*Work task*. The data below must be repeated exactly. Leave nothing out.

*Extracted data*.
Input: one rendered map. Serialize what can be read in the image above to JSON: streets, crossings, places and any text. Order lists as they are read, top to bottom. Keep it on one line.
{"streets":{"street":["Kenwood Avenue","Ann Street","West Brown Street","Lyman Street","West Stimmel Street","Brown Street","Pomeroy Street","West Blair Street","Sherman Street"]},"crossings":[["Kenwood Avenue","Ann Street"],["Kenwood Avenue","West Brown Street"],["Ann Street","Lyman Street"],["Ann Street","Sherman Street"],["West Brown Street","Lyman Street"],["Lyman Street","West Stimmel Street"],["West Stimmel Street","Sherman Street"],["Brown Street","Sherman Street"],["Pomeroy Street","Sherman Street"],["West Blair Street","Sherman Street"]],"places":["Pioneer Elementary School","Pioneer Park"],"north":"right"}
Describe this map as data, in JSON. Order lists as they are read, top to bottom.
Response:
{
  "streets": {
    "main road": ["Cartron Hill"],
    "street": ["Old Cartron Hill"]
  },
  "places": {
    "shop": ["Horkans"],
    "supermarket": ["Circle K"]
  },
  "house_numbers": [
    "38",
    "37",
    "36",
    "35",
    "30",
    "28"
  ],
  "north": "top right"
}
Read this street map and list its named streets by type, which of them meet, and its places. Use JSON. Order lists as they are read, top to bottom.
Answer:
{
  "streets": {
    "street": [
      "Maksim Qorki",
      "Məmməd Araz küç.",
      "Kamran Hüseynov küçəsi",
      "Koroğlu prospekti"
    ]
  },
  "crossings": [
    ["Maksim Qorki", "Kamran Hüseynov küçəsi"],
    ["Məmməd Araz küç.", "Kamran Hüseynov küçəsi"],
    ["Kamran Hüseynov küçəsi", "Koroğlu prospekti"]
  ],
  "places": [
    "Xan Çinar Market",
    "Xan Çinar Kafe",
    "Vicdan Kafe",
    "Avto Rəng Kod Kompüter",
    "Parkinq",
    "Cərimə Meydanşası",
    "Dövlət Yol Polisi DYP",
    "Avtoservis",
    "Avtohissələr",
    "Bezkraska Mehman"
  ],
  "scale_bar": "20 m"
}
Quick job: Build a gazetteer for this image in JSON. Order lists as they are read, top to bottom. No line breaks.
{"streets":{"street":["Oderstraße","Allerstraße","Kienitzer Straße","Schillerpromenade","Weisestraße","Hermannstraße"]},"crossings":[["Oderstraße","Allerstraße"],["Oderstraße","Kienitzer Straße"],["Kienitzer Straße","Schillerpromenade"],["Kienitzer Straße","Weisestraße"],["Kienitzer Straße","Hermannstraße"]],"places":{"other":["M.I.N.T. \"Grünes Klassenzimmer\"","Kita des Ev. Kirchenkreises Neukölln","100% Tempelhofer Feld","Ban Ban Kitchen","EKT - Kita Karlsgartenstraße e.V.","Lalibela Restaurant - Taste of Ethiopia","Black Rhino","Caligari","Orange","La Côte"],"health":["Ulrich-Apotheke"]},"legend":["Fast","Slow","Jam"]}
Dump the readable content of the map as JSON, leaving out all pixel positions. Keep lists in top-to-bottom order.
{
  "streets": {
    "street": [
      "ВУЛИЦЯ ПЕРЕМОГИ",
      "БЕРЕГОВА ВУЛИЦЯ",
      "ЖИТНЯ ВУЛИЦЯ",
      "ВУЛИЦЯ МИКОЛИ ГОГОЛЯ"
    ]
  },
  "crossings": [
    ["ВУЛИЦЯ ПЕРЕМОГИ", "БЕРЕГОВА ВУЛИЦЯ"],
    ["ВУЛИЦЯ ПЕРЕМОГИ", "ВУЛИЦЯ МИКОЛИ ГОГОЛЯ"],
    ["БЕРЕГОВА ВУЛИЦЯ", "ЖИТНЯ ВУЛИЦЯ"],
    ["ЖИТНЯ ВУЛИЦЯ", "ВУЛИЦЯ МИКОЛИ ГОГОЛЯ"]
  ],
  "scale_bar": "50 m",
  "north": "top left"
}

*Solution to this exercise*.
Input: one rendered map. Serialize what can be read in the image above to JSON: streets, crossings, places and any text. Order lists as they are read, top to bottom. Keep it on one line.
{"streets":{"street":["Kenwood Avenue","Ann Street","West Brown Street","Lyman Street","West Stimmel Street","Brown Street","Pomeroy Street","West Blair Street","Sherman Street"]},"crossings":[["Kenwood Avenue","Ann Street"],["Kenwood Avenue","West Brown Street"],["Ann Street","Lyman Street"],["Ann Street","Sherman Street"],["West Brown Street","Lyman Street"],["Lyman Street","West Stimmel Street"],["West Stimmel Street","Sherman Street"],["Brown Street","Sherman Street"],["Pomeroy Street","Sherman Street"],["West Blair Street","Sherman Street"]],"places":["Pioneer Elementary School","Pioneer Park"],"north":"right"}
Describe this map as data, in JSON. Order lists as they are read, top to bottom.
Response:
{
  "streets": {
    "main road": ["Cartron Hill"],
    "street": ["Old Cartron Hill"]
  },
  "places": {
    "shop": ["Horkans"],
    "supermarket": ["Circle K"]
  },
  "house_numbers": [
    "38",
    "37",
    "36",
    "35",
    "30",
    "28"
  ],
  "north": "top right"
}
Read this street map and list its named streets by type, which of them meet, and its places. Use JSON. Order lists as they are read, top to bottom.
Answer:
{
  "streets": {
    "street": [
      "Maksim Qorki",
      "Məmməd Araz küç.",
      "Kamran Hüseynov küçəsi",
      "Koroğlu prospekti"
    ]
  },
  "crossings": [
    ["Maksim Qorki", "Kamran Hüseynov küçəsi"],
    ["Məmməd Araz küç.", "Kamran Hüseynov küçəsi"],
    ["Kamran Hüseynov küçəsi", "Koroğlu prospekti"]
  ],
  "places": [
    "Xan Çinar Market",
    "Xan Çinar Kafe",
    "Vicdan Kafe",
    "Avto Rəng Kod Kompüter",
    "Parkinq",
    "Cərimə Meydanşası",
    "Dövlət Yol Polisi DYP",
    "Avtoservis",
    "Avtohissələr",
    "Bezkraska Mehman"
  ],
  "scale_bar": "20 m"
}
Quick job: Build a gazetteer for this image in JSON. Order lists as they are read, top to bottom. No line breaks.
{"streets":{"street":["Oderstraße","Allerstraße","Kienitzer Straße","Schillerpromenade","Weisestraße","Hermannstraße"]},"crossings":[["Oderstraße","Allerstraße"],["Oderstraße","Kienitzer Straße"],["Kienitzer Straße","Schillerpromenade"],["Kienitzer Straße","Weisestraße"],["Kienitzer Straße","Hermannstraße"]],"places":{"other":["M.I.N.T. \"Grünes Klassenzimmer\"","Kita des Ev. Kirchenkreises Neukölln","100% Tempelhofer Feld","Ban Ban Kitchen","EKT - Kita Karlsgartenstraße e.V.","Lalibela Restaurant - Taste of Ethiopia","Black Rhino","Caligari","Orange","La Côte"],"health":["Ulrich-Apotheke"]},"legend":["Fast","Slow","Jam"]}
Dump the readable content of the map as JSON, leaving out all pixel positions. Keep lists in top-to-bottom order.
{
  "streets": {
    "street": [
      "ВУЛИЦЯ ПЕРЕМОГИ",
      "БЕРЕГОВА ВУЛИЦЯ",
      "ЖИТНЯ ВУЛИЦЯ",
      "ВУЛИЦЯ МИКОЛИ ГОГОЛЯ"
    ]
  },
  "crossings": [
    ["ВУЛИЦЯ ПЕРЕМОГИ", "БЕРЕГОВА ВУЛИЦЯ"],
    ["ВУЛИЦЯ ПЕРЕМОГИ", "ВУЛИЦЯ МИКОЛИ ГОГОЛЯ"],
    ["БЕРЕГОВА ВУЛИЦЯ", "ЖИТНЯ ВУЛИЦЯ"],
    ["ЖИТНЯ ВУЛИЦЯ", "ВУЛИЦЯ МИКОЛИ ГОГОЛЯ"]
  ],
  "scale_bar": "50 m",
  "north": "top left"
}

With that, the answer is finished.